As Michael reflects on the toll of the AIDS crisis, the deaths of his friends and former lover, and sees the continued deterioration of the once vibrant gay men in his community, he begins to wonder if he has the luxury to be unpolitical. A sudden purple growth on his leg underscores that he may not have much time left. Mary Ann invites him to a black-tie event to reconcile, where they run into the Rands. While alone, Russell makes a pass at Michael, who rebuffs him while calling Russell a coward for hiding his sexuality from the public, contributing to the stunted political progress the gay community is experiencing while trying to draw more attention and resources to the AIDS crisis. When Mary Ann learns of their altercation, she scolds Michael, and he angrily breaks from her, feeling that her interest in stardom has replaced her ability to recognize the social justice issues at hand.

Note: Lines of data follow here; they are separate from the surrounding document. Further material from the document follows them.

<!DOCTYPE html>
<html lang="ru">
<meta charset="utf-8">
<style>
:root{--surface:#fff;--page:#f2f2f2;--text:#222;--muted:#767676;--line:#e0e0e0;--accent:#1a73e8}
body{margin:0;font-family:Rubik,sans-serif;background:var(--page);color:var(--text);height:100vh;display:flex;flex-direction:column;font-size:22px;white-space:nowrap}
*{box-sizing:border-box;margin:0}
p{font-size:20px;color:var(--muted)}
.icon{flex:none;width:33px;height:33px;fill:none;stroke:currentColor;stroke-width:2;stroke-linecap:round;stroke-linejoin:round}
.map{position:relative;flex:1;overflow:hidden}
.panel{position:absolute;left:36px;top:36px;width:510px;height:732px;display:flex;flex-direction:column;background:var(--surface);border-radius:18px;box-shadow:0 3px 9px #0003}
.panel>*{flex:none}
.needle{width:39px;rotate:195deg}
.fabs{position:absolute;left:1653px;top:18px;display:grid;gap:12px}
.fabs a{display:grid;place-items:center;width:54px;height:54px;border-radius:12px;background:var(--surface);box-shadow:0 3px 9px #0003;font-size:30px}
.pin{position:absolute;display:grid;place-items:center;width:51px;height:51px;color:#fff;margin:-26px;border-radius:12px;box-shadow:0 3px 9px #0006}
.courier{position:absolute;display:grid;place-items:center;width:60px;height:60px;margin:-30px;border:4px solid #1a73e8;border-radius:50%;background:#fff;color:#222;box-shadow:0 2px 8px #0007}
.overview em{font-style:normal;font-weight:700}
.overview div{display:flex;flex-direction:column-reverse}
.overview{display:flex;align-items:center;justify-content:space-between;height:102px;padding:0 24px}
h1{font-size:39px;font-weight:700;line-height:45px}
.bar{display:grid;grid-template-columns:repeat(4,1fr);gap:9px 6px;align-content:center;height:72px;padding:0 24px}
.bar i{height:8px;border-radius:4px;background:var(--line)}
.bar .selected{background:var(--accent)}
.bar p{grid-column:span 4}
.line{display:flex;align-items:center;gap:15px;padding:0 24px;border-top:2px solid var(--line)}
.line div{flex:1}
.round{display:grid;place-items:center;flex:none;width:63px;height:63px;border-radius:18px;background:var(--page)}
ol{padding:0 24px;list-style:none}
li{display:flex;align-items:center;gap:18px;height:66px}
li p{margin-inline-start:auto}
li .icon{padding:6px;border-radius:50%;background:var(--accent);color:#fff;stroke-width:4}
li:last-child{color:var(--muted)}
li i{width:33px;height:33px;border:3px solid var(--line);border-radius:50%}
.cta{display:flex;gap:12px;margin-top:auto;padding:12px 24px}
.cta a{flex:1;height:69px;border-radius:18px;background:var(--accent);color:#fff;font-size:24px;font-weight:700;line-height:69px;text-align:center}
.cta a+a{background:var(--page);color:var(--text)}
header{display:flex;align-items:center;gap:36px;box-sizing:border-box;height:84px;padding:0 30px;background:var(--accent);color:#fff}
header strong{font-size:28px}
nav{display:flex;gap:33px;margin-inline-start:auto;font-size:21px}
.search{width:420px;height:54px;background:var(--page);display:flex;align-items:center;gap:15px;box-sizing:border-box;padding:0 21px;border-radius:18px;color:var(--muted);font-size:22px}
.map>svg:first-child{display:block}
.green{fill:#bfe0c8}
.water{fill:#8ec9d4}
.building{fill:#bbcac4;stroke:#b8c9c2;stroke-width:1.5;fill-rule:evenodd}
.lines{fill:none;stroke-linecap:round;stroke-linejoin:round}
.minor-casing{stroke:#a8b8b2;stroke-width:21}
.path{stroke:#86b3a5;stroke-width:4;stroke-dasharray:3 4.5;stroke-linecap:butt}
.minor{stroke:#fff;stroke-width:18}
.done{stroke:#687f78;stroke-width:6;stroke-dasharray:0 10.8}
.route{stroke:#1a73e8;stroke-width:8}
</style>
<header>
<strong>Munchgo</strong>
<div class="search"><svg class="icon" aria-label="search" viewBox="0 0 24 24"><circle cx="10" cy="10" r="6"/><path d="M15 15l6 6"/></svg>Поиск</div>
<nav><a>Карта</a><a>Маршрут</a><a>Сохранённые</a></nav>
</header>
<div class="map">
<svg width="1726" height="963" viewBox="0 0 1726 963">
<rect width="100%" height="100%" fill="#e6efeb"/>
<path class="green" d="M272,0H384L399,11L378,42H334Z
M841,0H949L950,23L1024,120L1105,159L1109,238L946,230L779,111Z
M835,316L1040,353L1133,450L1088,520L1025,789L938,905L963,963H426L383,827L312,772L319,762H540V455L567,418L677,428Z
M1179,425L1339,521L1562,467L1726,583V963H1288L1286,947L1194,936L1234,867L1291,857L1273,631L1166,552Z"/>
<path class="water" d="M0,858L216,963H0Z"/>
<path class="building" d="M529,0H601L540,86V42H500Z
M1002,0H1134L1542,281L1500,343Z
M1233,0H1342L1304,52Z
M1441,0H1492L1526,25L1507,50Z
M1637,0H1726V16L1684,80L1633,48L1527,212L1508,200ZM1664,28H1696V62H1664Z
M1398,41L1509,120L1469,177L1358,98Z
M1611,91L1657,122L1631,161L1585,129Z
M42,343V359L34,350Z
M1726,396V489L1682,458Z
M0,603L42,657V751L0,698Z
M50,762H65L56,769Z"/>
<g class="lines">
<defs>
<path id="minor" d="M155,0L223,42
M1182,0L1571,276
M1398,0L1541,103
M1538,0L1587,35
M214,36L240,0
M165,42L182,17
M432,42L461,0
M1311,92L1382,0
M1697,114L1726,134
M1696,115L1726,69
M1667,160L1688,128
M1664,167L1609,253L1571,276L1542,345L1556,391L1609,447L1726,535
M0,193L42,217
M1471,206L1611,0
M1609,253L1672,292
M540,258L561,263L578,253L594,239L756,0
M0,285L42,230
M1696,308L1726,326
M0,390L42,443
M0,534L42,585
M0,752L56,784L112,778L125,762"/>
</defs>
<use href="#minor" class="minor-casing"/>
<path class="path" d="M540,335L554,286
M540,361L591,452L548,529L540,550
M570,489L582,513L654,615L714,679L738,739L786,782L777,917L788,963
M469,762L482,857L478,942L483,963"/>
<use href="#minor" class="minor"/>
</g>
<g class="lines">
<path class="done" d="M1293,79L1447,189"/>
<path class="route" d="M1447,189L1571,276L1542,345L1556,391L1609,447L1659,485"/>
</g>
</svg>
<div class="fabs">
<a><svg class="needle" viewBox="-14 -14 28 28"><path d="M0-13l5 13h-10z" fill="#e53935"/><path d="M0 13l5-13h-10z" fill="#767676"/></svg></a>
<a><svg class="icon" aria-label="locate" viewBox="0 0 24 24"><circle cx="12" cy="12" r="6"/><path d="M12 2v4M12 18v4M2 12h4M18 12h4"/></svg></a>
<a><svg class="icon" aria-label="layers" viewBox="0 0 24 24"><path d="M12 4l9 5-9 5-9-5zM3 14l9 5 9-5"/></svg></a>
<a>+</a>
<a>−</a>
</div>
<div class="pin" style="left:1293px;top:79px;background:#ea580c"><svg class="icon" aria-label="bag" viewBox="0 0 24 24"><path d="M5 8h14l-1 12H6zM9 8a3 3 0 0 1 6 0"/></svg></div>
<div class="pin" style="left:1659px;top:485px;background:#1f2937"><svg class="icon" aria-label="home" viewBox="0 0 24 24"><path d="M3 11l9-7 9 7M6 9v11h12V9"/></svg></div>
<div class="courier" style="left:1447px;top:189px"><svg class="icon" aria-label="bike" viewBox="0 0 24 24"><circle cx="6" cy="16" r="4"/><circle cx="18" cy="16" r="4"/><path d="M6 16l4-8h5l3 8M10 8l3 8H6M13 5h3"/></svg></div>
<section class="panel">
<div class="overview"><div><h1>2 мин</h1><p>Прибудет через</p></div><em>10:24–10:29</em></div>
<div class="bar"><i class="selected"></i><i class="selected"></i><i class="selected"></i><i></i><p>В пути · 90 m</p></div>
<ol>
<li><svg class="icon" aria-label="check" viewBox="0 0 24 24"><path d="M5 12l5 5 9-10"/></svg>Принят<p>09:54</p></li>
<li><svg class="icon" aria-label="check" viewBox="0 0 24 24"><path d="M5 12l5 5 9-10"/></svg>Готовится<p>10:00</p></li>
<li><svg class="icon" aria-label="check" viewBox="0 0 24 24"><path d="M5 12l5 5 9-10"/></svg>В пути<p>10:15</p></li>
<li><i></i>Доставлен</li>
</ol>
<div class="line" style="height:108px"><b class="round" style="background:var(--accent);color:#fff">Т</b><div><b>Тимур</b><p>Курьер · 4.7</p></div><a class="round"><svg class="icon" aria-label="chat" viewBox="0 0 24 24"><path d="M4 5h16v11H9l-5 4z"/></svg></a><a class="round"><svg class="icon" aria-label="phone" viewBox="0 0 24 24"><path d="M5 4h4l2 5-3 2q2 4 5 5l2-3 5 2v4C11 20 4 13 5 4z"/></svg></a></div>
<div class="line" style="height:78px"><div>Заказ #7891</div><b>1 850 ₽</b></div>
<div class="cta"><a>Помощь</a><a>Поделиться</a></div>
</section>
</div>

Michael goes in for treatment and finds, to his relief, that the growth on his leg was only a bruise from when he bumped into a picnic table days earlier and is not Kaposi's sarcoma; he has not yet developed AIDS. He writes a letter to his mother, finally urging her to accept the life he has built in San Francisco and to respect his wishes for him to be buried in San Francisco should he die before her. Anna Madrigal returns from Greece, and the three men have dinner with her. Anna consoles Brian and urges him to talk with Mary Ann one last time before she leaves and receive closure for his own well being. She also reveals that she has chosen to stay in San Francisco despite her feelings for Stratos. As Mary Ann prepares to move, she spends the day with Shawna and gives her a suitcase full of her birth mother's personal effects. Mary Ann reflects on her original distaste for Connie, Shawna's birth mother, and now has nostalgia for their "tacky, Midwestern" origins in their hometown of Cleveland. Brian returns, the two have a quiet reconciliation, and Brian urges Mary Ann to make peace with Michael before it's too late.

The novel ends a few months afterward; Brian and Mary Ann have amicably divorced, Mary Ann's transition to New York has been a success, and Brian and Michael continue working at the nursery, with Brian finding that he has new prospects as a once more single, available man.

== Writing ==
Though the first five books in the series were originally serialized in the San Francisco Chronicle or the San Francisco Examiner, Sure of You was written solely as a novel.

==Reception==
Publishers Weekly praised the novel, calling it a "smart, wistful conclusion" to Maupin's Tales of the City series, and praising Maupin's humor and characters.